In his race against then-Texas Gov. Ann Richards, Bush pledged to sign a law allowing Texans to carry concealed weapons -- a law Richards had previously vetoed. Then, as governor, Bush signed the concealed-carry law, and also signed a bill denying Texas cities the ability to sue gun manufacturers.
Bush has also said that, as president, he would have vetoed a bill mandating a 24-hour waiting period for firearms purchased at gun shows. The House defeated the bill anyway.
Bush has as of late tried to put a more moderate face on his anti-gun-control stance. The day after the Columbine shooting, Bush held a press conference and claimed to support closing the gun-show loophole, which allows anyone at a gun show with cash on hand to buy almost any gun without a background check.
Then, Texas gun-control advocates say, he began to backpedal, first arguing that the loophole should be closed at the federal level, and then claiming to find the Texas gun show loophole bill flawed. "He did nothing to make that a law," says Nina Butts, the Austin lobbyist for Texans Against Gun Violence. "And as a result, Texas gun shows are still a fabulous source of guns for kids and criminals."

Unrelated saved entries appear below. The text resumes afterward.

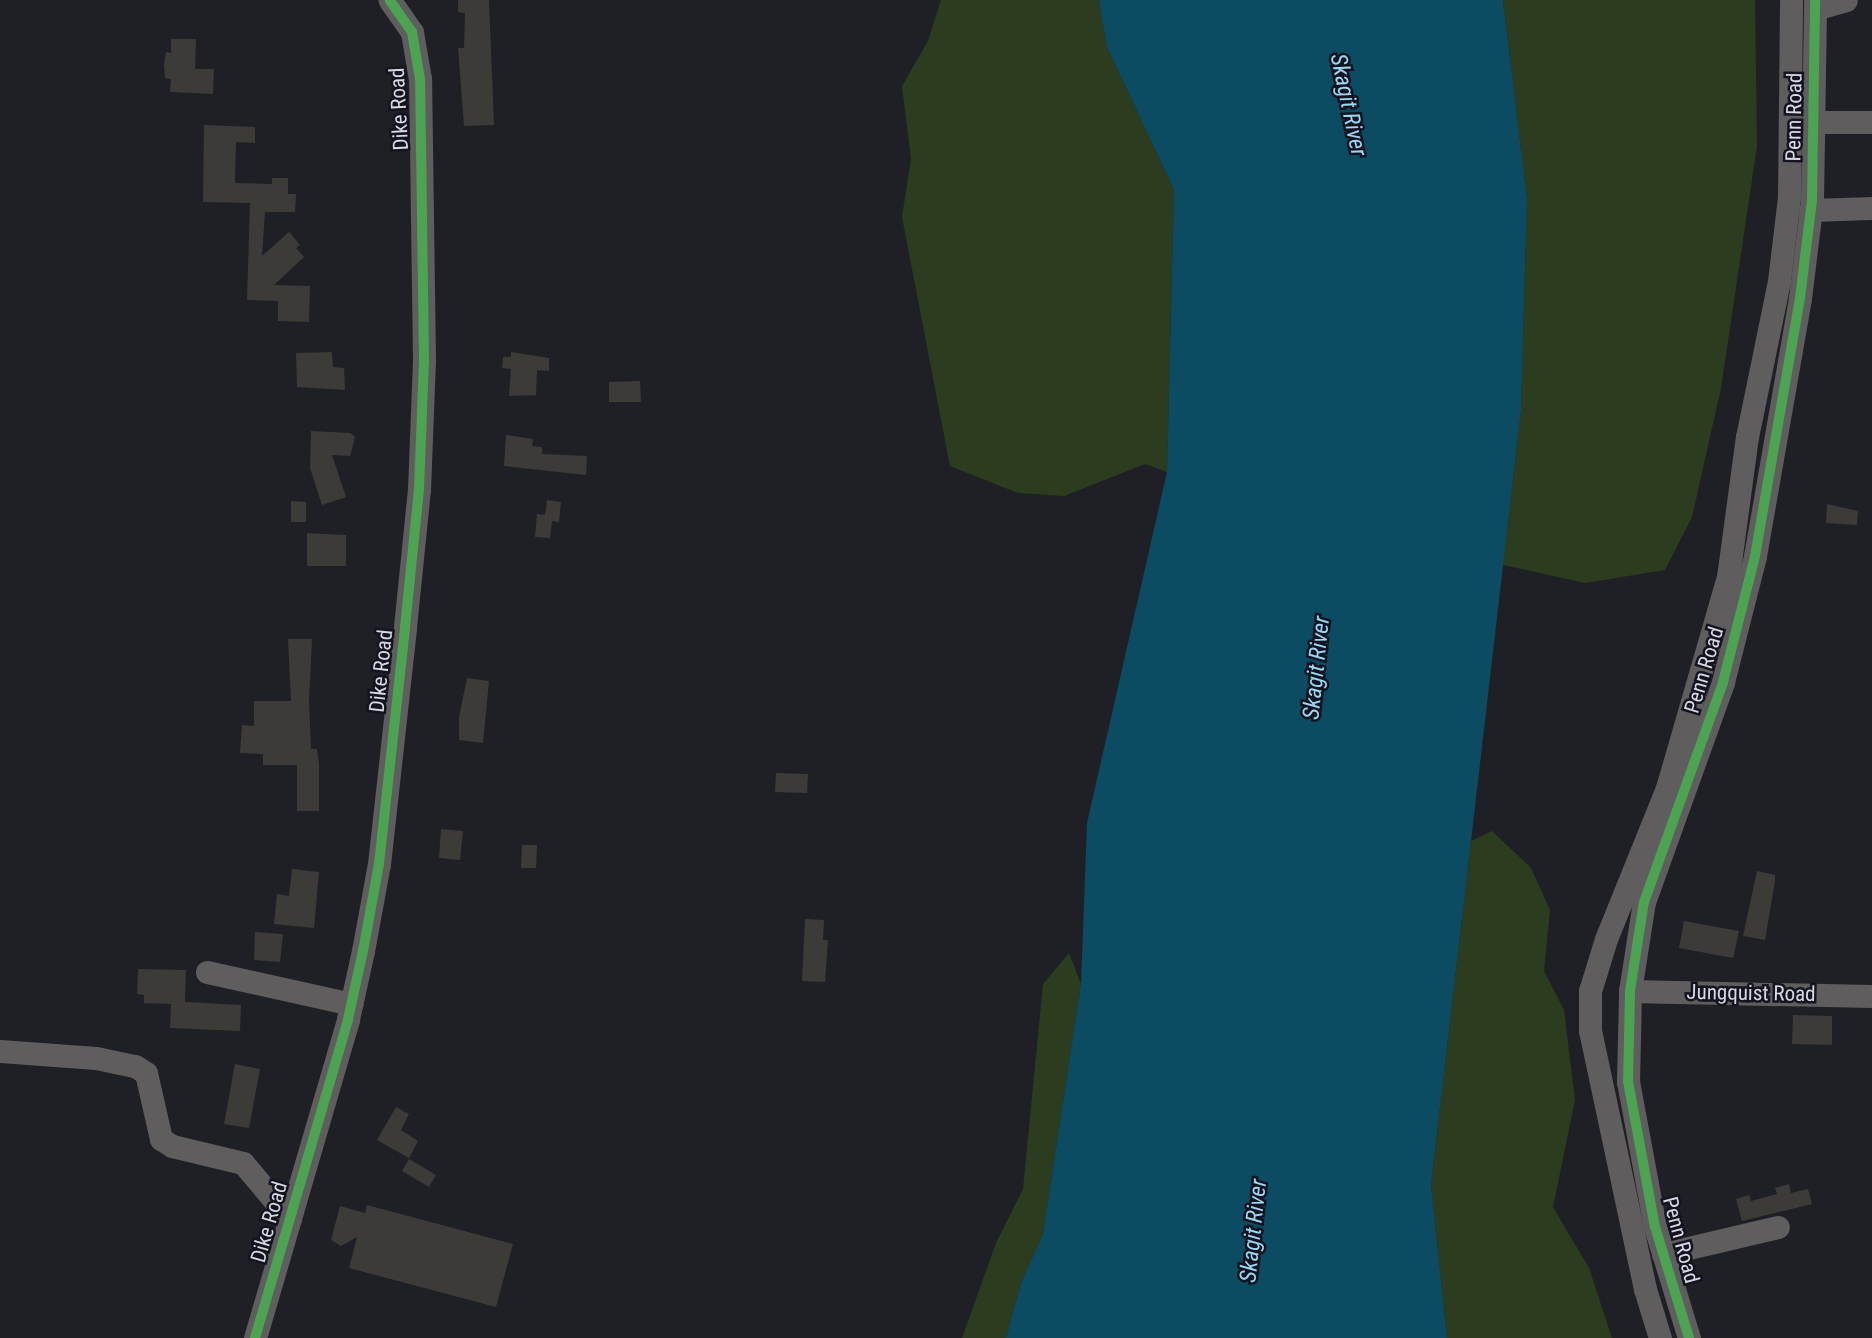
<!DOCTYPE html>
<style>
body{margin:0}
#map{position:relative;width:1872px;height:1338px;overflow:hidden;background:#1f2026;font-family:"Roboto Condensed",sans-serif}
div>[style]{position:absolute}
.green>*{inset:0;background:#2c3d1f}
.water>*{inset:0;background:#0b4c62}
.building>*{inset:0;background:#3d3b38}
.minor>*{height:23px;margin:-11.5px;padding:0 11.5px;transform-origin:11.5px;border-radius:11.5px;background:#5f5d5e}
.cycleway>*{height:10px;margin:-5px;padding:0 5px;transform-origin:5px;border-radius:5px;background:#4ca352}
span{translate:-50% -50%;white-space:nowrap;text-align:center;line-height:1.15;-webkit-text-stroke:5px #13141f;paint-order:stroke}
.street-label{font-size:21px;color:#d8d9e2}
.water-label{font-size:23px;color:#9ad8f4;font-style:italic}
</style>
<div id="map">
<div class="green">
<i style="clip-path:polygon(941px 0,1099px 0,1107px 47px,1174px 190px,1167px 472px,1145px 464px,1064px 496px,1018px 493px,950px 466px,902px 217px,911px 159px,902px 86px,928px 41px)"></i>
<i style="clip-path:polygon(1503px 0,1755px 0,1757px 146px,1721px 388px,1692px 517px,1665px 570px,1585px 583px,1503px 565px,1521px 411px,1527px 199px)"></i>
<i style="clip-path:polygon(1492px 831px,1531px 868px,1550px 910px,1544px 971px,1564px 1010px,1575px 1100px,1553px 1207px,1589px 1268px,1612px 1338px,1447px 1338px,1431px 1185px,1471px 841px)"></i>
<i style="clip-path:polygon(1069px 953px,1081px 984px,1043px 1234px,1021px 1283px,1006px 1338px,962px 1338px,996px 1243px,1023px 1189px,1043px 984px)"></i>
</div>
<div class="water">
<i style="clip-path:polygon(1099px 0,1503px 0,1527px 199px,1521px 411px,1431px 1185px,1447px 1338px,1006px 1338px,1021px 1283px,1043px 1234px,1081px 984px,1087px 823px,1167px 472px,1174px 190px,1107px 47px)"></i>
</div>
<div class="building">
<i style="clip-path:polygon(458px 0,489px 0,494px 125px,464px 126px,458px 48px,464px 48px,465px 13px,458px 12px)"></i>
<i style="clip-path:polygon(171px 39px,196px 39px,195px 69px,214px 69px,213px 94px,170px 92px,171px 79px,165px 78px,164px 65px,166px 52px,171px 53px)"></i>
<i style="clip-path:polygon(204px 125px,255px 127px,255px 143px,236px 142px,235px 183px,272px 184px,272px 178px,288px 178px,288px 194px,296px 194px,295px 212px,265px 212px,262px 256px,289px 232px,300px 245px,296px 248px,304px 257px,274px 285px,310px 286px,309px 322px,278px 321px,278px 301px,247px 300px,250px 203px,203px 202px)"></i>
<i style="clip-path:polygon(332px 352px,333px 367px,344px 368px,345px 390px,297px 387px,296px 353px)"></i>
<i style="clip-path:polygon(511px 352px,549px 358px,549px 371px,537px 370px,536px 395px,509px 396px,511px 369px,502px 368px,503px 357px,511px 357px)"></i>
<i style="clip-path:polygon(640px 381px,641px 402px,609px 402px,609px 382px)"></i>
<i style="clip-path:polygon(311px 431px,350px 433px,355px 437px,350px 456px,332px 455px,346px 497px,322px 505px,310px 468px)"></i>
<i style="clip-path:polygon(506px 435px,533px 439px,532px 446px,542px 447px,542px 454px,587px 456px,586px 475px,504px 466px)"></i>
<i style="clip-path:polygon(547px 500px,561px 502px,559px 522px,552px 521px,550px 538px,535px 537px,537px 514px,545px 515px)"></i>
<i style="clip-path:polygon(291px 501px,306px 502px,306px 522px,291px 522px)"></i>
<i style="clip-path:polygon(1827px 504px,1858px 511px,1857px 525px,1826px 523px)"></i>
<i style="clip-path:polygon(307px 533px,346px 535px,346px 566px,307px 566px)"></i>
<i style="clip-path:polygon(288px 639px,312px 639px,309px 702px,311px 749px,317px 749px,319px 764px,319px 811px,297px 811px,297px 765px,263px 765px,263px 754px,240px 753px,242px 725px,254px 726px,254px 701px,291px 701px)"></i>
<i style="clip-path:polygon(467px 678px,489px 681px,483px 743px,459px 740px,459px 717px)"></i>
<i style="clip-path:polygon(776px 773px,808px 774px,807px 793px,775px 792px)"></i>
<i style="clip-path:polygon(441px 829px,463px 831px,460px 860px,439px 858px)"></i>
<i style="clip-path:polygon(522px 845px,537px 845px,536px 868px,521px 868px)"></i>
<i style="clip-path:polygon(292px 869px,319px 872px,314px 928px,274px 924px,277px 894px,289px 896px)"></i>
<i style="clip-path:polygon(1757px 871px,1775px 875px,1775px 881px,1765px 940px,1743px 936px)"></i>
<i style="clip-path:polygon(805px 919px,824px 920px,823px 940px,828px 940px,825px 982px,802px 981px)"></i>
<i style="clip-path:polygon(1684px 921px,1739px 931px,1733px 958px,1679px 948px)"></i>
<i style="clip-path:polygon(255px 932px,283px 934px,280px 962px,254px 960px)"></i>
<i style="clip-path:polygon(138px 969px,186px 970px,185px 1002px,241px 1005px,240px 1031px,170px 1028px,171px 1004px,144px 1003px,144px 995px,137px 994px)"></i>
<i style="clip-path:polygon(1793px 1015px,1832px 1016px,1832px 1045px,1792px 1044px)"></i>
<i style="clip-path:polygon(235px 1064px,260px 1069px,249px 1128px,224px 1124px)"></i>
<i style="clip-path:polygon(396px 1107px,409px 1114px,401px 1130px,418px 1141px,409px 1158px,377px 1140px)"></i>
<i style="clip-path:polygon(409px 1159px,436px 1175px,429px 1187px,402px 1171px)"></i>
<i style="clip-path:polygon(1789px 1184px,1791px 1193px,1808px 1189px,1812px 1204px,1742px 1221px,1736px 1199px,1749px 1195px,1751px 1201px,1777px 1194px,1775px 1188px)"></i>
<i style="clip-path:polygon(367px 1205px,513px 1244px,496px 1307px,349px 1268px,357px 1237px,341px 1246px,331px 1240px,340px 1206px,365px 1213px)"></i>
</div>
<div class="minor">
<i style="left:1815px;top:9px;width:32px;rotate:-16deg"></i>
<i style="left:1813px;top:122px;width:59px"></i>
<i style="left:1810px;top:210px;width:62px;rotate:-1.8deg"></i>
<i style="left:207px;top:972px;width:148px;rotate:12.5deg"></i>
<i style="left:1630px;top:991px;width:242px;rotate:1.2deg"></i>
<i style="left:0;top:1051px;width:96px;rotate:4.2deg"></i>
<i style="left:96px;top:1058px;width:40px;rotate:12deg"></i>
<i style="left:135px;top:1066px;width:13px;rotate:32deg"></i>
<i style="left:146px;top:1073px;width:68px;rotate:77.2deg"></i>
<i style="left:161px;top:1139px;width:13px;rotate:32deg"></i>
<i style="left:172px;top:1146px;width:73px;rotate:13.5deg"></i>
<i style="left:243px;top:1163px;width:73px;rotate:50deg"></i>
<i style="left:1663px;top:1254px;width:118px;rotate:-13.2deg"></i>
<i style="left:255px;top:1338px;width:332px;rotate:-73.7deg"></i>
<i style="left:348px;top:1019px;width:70px;rotate:-77.6deg"></i>
<i style="left:363px;top:951px;width:88px;rotate:-79.6deg"></i>
<i style="left:379px;top:864px;width:238px;rotate:-83.7deg"></i>
<i style="left:405px;top:627px;width:138px;rotate:-84.2deg"></i>
<i style="left:419px;top:490px;width:130px;rotate:-87.8deg"></i>
<i style="left:424px;top:360px;width:281px;rotate:-90.8deg"></i>
<i style="left:420px;top:79px;width:48px;rotate:-99.7deg"></i>
<i style="left:412px;top:32px;width:39px;rotate:-125deg"></i>
<i style="left:1660px;top:1338px;width:51px;rotate:-107deg"></i>
<i style="left:1645px;top:1289px;width:264px;rotate:-102deg"></i>
<i style="left:1590px;top:1031px;width:40px;rotate:-90deg"></i>
<i style="left:1590px;top:991px;width:54px;rotate:-72.9deg"></i>
<i style="left:1606px;top:939px;width:163px;rotate:-68deg"></i>
<i style="left:1667px;top:788px;width:220px;rotate:-73.9deg"></i>
<i style="left:1728px;top:577px;width:141px;rotate:-82.3deg"></i>
<i style="left:1747px;top:437px;width:159px;rotate:-78.4deg"></i>
<i style="left:1779px;top:281px;width:85px;rotate:-83.2deg"></i>
<i style="left:1789px;top:197px;width:197px;rotate:-89.4deg"></i>
<i style="left:1689px;top:1338px;width:116px;rotate:-107deg"></i>
<i style="left:1655px;top:1227px;width:147px;rotate:-100.5deg"></i>
<i style="left:1628px;top:1082px;width:91px;rotate:-88.7deg"></i>
<i style="left:1630px;top:991px;width:90px;rotate:-81.1deg"></i>
<i style="left:1644px;top:902px;width:234px;rotate:-70.2deg"></i>
<i style="left:1723px;top:682px;width:130px;rotate:-75.7deg"></i>
<i style="left:1755px;top:556px;width:262px;rotate:-80.1deg"></i>
<i style="left:1800px;top:298px;width:99px;rotate:-83deg"></i>
<i style="left:1812px;top:200px;width:200px;rotate:-89.1deg"></i>
</div>
<div class="cycleway">
<i style="left:255px;top:1338px;width:332px;rotate:-73.7deg"></i>
<i style="left:348px;top:1019px;width:70px;rotate:-77.6deg"></i>
<i style="left:363px;top:951px;width:88px;rotate:-79.6deg"></i>
<i style="left:379px;top:864px;width:238px;rotate:-83.7deg"></i>
<i style="left:405px;top:627px;width:138px;rotate:-84.2deg"></i>
<i style="left:419px;top:490px;width:130px;rotate:-87.8deg"></i>
<i style="left:424px;top:360px;width:281px;rotate:-90.8deg"></i>
<i style="left:420px;top:79px;width:48px;rotate:-99.7deg"></i>
<i style="left:412px;top:32px;width:39px;rotate:-125deg"></i>
<i style="left:1689px;top:1338px;width:116px;rotate:-107deg"></i>
<i style="left:1655px;top:1227px;width:147px;rotate:-100.5deg"></i>
<i style="left:1628px;top:1082px;width:91px;rotate:-88.7deg"></i>
<i style="left:1630px;top:991px;width:90px;rotate:-81.1deg"></i>
<i style="left:1644px;top:902px;width:234px;rotate:-70.2deg"></i>
<i style="left:1723px;top:682px;width:130px;rotate:-75.7deg"></i>
<i style="left:1755px;top:556px;width:262px;rotate:-80.1deg"></i>
<i style="left:1800px;top:298px;width:99px;rotate:-83deg"></i>
<i style="left:1812px;top:200px;width:200px;rotate:-89.1deg"></i>
</div>
<div class="street-label">
<span style="left:399px;top:109px;rotate:-93deg">Dike Road</span>
<span style="left:1794px;top:117px;rotate:-89deg">Penn Road</span>
<span style="left:1704px;top:670px;rotate:-73deg">Penn Road</span>
<span style="left:381px;top:671px;rotate:-84deg">Dike Road</span>
<span style="left:1751px;top:993px;rotate:1deg">Jungquist Road</span>
<span style="left:269px;top:1222px;rotate:-74deg">Dike Road</span>
<span style="left:1681px;top:1240px;rotate:75deg">Penn Road</span>
</div>
<div class="water-label">
<span style="left:1348px;top:105px;rotate:78deg">Skagit River</span>
<span style="left:1317px;top:668px;rotate:-84deg">Skagit River</span>
<span style="left:1254px;top:1231px;rotate:-84deg">Skagit River</span>
</div>
</div>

"Gov. Bush has promoted rather than prevented gun violence in Texas," Butts argued. "He signed a law to let ordinary citizens carry guns and half a dozen of them have killed people -- and not in self defense. He has not cooperated with the police chiefs in the seven largest cities here, who very specifically asked the Legislature to crack down on gun shows."
It's odd that Bush would want to distance himself from an industry he has heretofore supported wholeheartedly -- though such a move indicates Bush's awareness that he's no longer only seeking the vote of Texans. "It doesn't look good to have a gun manufacturer as a fund-raiser, but there's no question that Bush is very close to the gun industry and the NRA," Butts said. "He has done the NRA's bidding in Texas."
After Dyke resigned, the Democratic National Committee began trying to make political hay of the issue. "Bush should prove that his staunch opposition to reasonable gun safety laws has nothing to do with who funds his campaign," DNC National Chairman Joe Andrew said.
"It all comes down to a question of Bush's judgment," added DNC General Chairman Roy Romer. "He claims he wants to protect all of America's children, but time after time, he sides with the gun lobby. Why, at a time when legislators in Congress and in Texas were considering gun safety legislation to protect children, did Bush select an assault weapons dealer as one of his top fund-raisers?"